> Your objective
Reproduce each of the following records without any deviation.

[Stored data]
┌──
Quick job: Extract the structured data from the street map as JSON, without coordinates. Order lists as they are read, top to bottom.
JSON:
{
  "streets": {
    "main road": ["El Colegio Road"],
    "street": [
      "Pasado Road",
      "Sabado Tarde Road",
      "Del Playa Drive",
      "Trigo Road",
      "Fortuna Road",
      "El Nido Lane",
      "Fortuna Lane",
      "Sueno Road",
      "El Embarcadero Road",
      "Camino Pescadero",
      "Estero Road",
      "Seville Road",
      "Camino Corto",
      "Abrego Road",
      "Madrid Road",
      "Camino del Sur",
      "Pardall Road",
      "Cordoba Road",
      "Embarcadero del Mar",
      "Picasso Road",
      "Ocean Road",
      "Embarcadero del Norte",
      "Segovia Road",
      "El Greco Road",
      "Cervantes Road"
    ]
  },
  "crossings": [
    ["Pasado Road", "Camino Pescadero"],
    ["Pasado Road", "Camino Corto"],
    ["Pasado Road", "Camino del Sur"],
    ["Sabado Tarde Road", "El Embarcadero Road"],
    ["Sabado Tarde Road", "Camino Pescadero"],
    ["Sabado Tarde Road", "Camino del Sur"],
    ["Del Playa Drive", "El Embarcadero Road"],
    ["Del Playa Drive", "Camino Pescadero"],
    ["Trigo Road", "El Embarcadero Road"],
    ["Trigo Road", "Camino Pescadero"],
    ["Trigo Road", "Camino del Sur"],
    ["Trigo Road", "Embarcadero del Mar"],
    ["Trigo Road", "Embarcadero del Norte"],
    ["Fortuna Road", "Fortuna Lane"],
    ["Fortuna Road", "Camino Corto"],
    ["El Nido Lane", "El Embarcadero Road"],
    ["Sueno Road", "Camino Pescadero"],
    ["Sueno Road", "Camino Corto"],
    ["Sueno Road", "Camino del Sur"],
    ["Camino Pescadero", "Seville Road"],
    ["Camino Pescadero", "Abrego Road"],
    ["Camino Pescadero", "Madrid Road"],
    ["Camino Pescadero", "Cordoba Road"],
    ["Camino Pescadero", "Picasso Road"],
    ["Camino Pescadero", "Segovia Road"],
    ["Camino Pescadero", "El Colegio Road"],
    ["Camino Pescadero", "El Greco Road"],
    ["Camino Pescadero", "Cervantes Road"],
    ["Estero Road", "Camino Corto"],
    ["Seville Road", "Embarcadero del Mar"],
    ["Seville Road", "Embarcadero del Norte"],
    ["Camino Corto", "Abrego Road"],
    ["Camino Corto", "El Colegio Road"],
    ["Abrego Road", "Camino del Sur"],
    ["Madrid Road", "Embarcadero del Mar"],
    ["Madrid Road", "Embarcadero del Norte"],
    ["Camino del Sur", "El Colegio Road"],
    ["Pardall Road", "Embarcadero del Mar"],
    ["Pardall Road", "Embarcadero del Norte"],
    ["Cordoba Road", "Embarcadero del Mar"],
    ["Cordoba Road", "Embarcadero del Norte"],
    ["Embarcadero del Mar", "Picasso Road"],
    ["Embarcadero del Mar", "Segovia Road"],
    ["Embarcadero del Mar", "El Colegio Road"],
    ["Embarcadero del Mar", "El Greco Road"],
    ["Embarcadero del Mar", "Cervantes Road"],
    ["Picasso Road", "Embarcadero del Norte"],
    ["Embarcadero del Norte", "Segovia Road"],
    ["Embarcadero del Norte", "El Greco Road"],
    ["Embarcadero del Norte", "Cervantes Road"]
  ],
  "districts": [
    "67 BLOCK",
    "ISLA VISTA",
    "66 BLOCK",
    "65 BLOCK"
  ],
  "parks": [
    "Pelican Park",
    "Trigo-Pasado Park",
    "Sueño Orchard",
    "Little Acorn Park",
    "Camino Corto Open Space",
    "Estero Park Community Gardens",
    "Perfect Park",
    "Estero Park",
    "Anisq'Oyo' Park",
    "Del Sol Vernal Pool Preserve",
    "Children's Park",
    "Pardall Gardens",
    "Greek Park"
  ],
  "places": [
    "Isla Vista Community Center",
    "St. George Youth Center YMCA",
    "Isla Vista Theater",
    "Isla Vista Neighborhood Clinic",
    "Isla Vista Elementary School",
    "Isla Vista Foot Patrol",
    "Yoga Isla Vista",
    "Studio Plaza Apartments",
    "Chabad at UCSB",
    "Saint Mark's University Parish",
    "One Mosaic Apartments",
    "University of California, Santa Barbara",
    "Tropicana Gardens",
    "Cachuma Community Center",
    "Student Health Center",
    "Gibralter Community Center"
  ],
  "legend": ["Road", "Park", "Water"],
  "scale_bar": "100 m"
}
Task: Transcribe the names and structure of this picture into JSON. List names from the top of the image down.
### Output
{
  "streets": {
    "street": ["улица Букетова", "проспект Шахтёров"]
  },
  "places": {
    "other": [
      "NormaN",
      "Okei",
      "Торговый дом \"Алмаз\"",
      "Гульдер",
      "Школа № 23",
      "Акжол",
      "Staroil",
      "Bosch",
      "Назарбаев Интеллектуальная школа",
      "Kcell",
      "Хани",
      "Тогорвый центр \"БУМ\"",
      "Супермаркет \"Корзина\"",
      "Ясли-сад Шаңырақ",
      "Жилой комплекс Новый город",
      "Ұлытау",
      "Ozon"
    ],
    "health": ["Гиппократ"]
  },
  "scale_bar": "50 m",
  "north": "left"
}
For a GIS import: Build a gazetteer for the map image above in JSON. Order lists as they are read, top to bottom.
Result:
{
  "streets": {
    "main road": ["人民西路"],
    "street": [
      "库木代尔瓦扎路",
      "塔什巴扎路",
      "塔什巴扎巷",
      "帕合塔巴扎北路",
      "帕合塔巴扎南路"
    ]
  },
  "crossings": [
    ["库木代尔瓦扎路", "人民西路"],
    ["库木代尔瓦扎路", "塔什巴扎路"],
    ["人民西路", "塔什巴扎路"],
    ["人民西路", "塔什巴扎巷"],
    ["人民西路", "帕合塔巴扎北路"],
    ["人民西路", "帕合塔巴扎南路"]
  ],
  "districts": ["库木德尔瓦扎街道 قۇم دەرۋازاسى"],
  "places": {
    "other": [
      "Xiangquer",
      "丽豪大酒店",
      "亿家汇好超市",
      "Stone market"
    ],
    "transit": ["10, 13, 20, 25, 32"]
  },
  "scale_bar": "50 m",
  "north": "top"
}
└──
> Answer to the exercise
Quick job: Extract the structured data from the street map as JSON, without coordinates. Order lists as they are read, top to bottom.
JSON:
{
  "streets": {
    "main road": ["El Colegio Road"],
    "street": [
      "Pasado Road",
      "Sabado Tarde Road",
      "Del Playa Drive",
      "Trigo Road",
      "Fortuna Road",
      "El Nido Lane",
      "Fortuna Lane",
      "Sueno Road",
      "El Embarcadero Road",
      "Camino Pescadero",
      "Estero Road",
      "Seville Road",
      "Camino Corto",
      "Abrego Road",
      "Madrid Road",
      "Camino del Sur",
      "Pardall Road",
      "Cordoba Road",
      "Embarcadero del Mar",
      "Picasso Road",
      "Ocean Road",
      "Embarcadero del Norte",
      "Segovia Road",
      "El Greco Road",
      "Cervantes Road"
    ]
  },
  "crossings": [
    ["Pasado Road", "Camino Pescadero"],
    ["Pasado Road", "Camino Corto"],
    ["Pasado Road", "Camino del Sur"],
    ["Sabado Tarde Road", "El Embarcadero Road"],
    ["Sabado Tarde Road", "Camino Pescadero"],
    ["Sabado Tarde Road", "Camino del Sur"],
    ["Del Playa Drive", "El Embarcadero Road"],
    ["Del Playa Drive", "Camino Pescadero"],
    ["Trigo Road", "El Embarcadero Road"],
    ["Trigo Road", "Camino Pescadero"],
    ["Trigo Road", "Camino del Sur"],
    ["Trigo Road", "Embarcadero del Mar"],
    ["Trigo Road", "Embarcadero del Norte"],
    ["Fortuna Road", "Fortuna Lane"],
    ["Fortuna Road", "Camino Corto"],
    ["El Nido Lane", "El Embarcadero Road"],
    ["Sueno Road", "Camino Pescadero"],
    ["Sueno Road", "Camino Corto"],
    ["Sueno Road", "Camino del Sur"],
    ["Camino Pescadero", "Seville Road"],
    ["Camino Pescadero", "Abrego Road"],
    ["Camino Pescadero", "Madrid Road"],
    ["Camino Pescadero", "Cordoba Road"],
    ["Camino Pescadero", "Picasso Road"],
    ["Camino Pescadero", "Segovia Road"],
    ["Camino Pescadero", "El Colegio Road"],
    ["Camino Pescadero", "El Greco Road"],
    ["Camino Pescadero", "Cervantes Road"],
    ["Estero Road", "Camino Corto"],
    ["Seville Road", "Embarcadero del Mar"],
    ["Seville Road", "Embarcadero del Norte"],
    ["Camino Corto", "Abrego Road"],
    ["Camino Corto", "El Colegio Road"],
    ["Abrego Road", "Camino del Sur"],
    ["Madrid Road", "Embarcadero del Mar"],
    ["Madrid Road", "Embarcadero del Norte"],
    ["Camino del Sur", "El Colegio Road"],
    ["Pardall Road", "Embarcadero del Mar"],
    ["Pardall Road", "Embarcadero del Norte"],
    ["Cordoba Road", "Embarcadero del Mar"],
    ["Cordoba Road", "Embarcadero del Norte"],
    ["Embarcadero del Mar", "Picasso Road"],
    ["Embarcadero del Mar", "Segovia Road"],
    ["Embarcadero del Mar", "El Colegio Road"],
    ["Embarcadero del Mar", "El Greco Road"],
    ["Embarcadero del Mar", "Cervantes Road"],
    ["Picasso Road", "Embarcadero del Norte"],
    ["Embarcadero del Norte", "Segovia Road"],
    ["Embarcadero del Norte", "El Greco Road"],
    ["Embarcadero del Norte", "Cervantes Road"]
  ],
  "districts": [
    "67 BLOCK",
    "ISLA VISTA",
    "66 BLOCK",
    "65 BLOCK"
  ],
  "parks": [
    "Pelican Park",
    "Trigo-Pasado Park",
    "Sueño Orchard",
    "Little Acorn Park",
    "Camino Corto Open Space",
    "Estero Park Community Gardens",
    "Perfect Park",
    "Estero Park",
    "Anisq'Oyo' Park",
    "Del Sol Vernal Pool Preserve",
    "Children's Park",
    "Pardall Gardens",
    "Greek Park"
  ],
  "places": [
    "Isla Vista Community Center",
    "St. George Youth Center YMCA",
    "Isla Vista Theater",
    "Isla Vista Neighborhood Clinic",
    "Isla Vista Elementary School",
    "Isla Vista Foot Patrol",
    "Yoga Isla Vista",
    "Studio Plaza Apartments",
    "Chabad at UCSB",
    "Saint Mark's University Parish",
    "One Mosaic Apartments",
    "University of California, Santa Barbara",
    "Tropicana Gardens",
    "Cachuma Community Center",
    "Student Health Center",
    "Gibralter Community Center"
  ],
  "legend": ["Road", "Park", "Water"],
  "scale_bar": "100 m"
}
Task: Transcribe the names and structure of this picture into JSON. List names from the top of the image down.
### Output
{
  "streets": {
    "street": ["улица Букетова", "проспект Шахтёров"]
  },
  "places": {
    "other": [
      "NormaN",
      "Okei",
      "Торговый дом \"Алмаз\"",
      "Гульдер",
      "Школа № 23",
      "Акжол",
      "Staroil",
      "Bosch",
      "Назарбаев Интеллектуальная школа",
      "Kcell",
      "Хани",
      "Тогорвый центр \"БУМ\"",
      "Супермаркет \"Корзина\"",
      "Ясли-сад Шаңырақ",
      "Жилой комплекс Новый город",
      "Ұлытау",
      "Ozon"
    ],
    "health": ["Гиппократ"]
  },
  "scale_bar": "50 m",
  "north": "left"
}
For a GIS import: Build a gazetteer for the map image above in JSON. Order lists as they are read, top to bottom.
Result:
{
  "streets": {
    "main road": ["人民西路"],
    "street": [
      "库木代尔瓦扎路",
      "塔什巴扎路",
      "塔什巴扎巷",
      "帕合塔巴扎北路",
      "帕合塔巴扎南路"
    ]
  },
  "crossings": [
    ["库木代尔瓦扎路", "人民西路"],
    ["库木代尔瓦扎路", "塔什巴扎路"],
    ["人民西路", "塔什巴扎路"],
    ["人民西路", "塔什巴扎巷"],
    ["人民西路", "帕合塔巴扎北路"],
    ["人民西路", "帕合塔巴扎南路"]
  ],
  "districts": ["库木德尔瓦扎街道 قۇم دەرۋازاسى"],
  "places": {
    "other": [
      "Xiangquer",
      "丽豪大酒店",
      "亿家汇好超市",
      "Stone market"
    ],
    "transit": ["10, 13, 20, 25, 32"]
  },
  "scale_bar": "50 m",
  "north": "top"
}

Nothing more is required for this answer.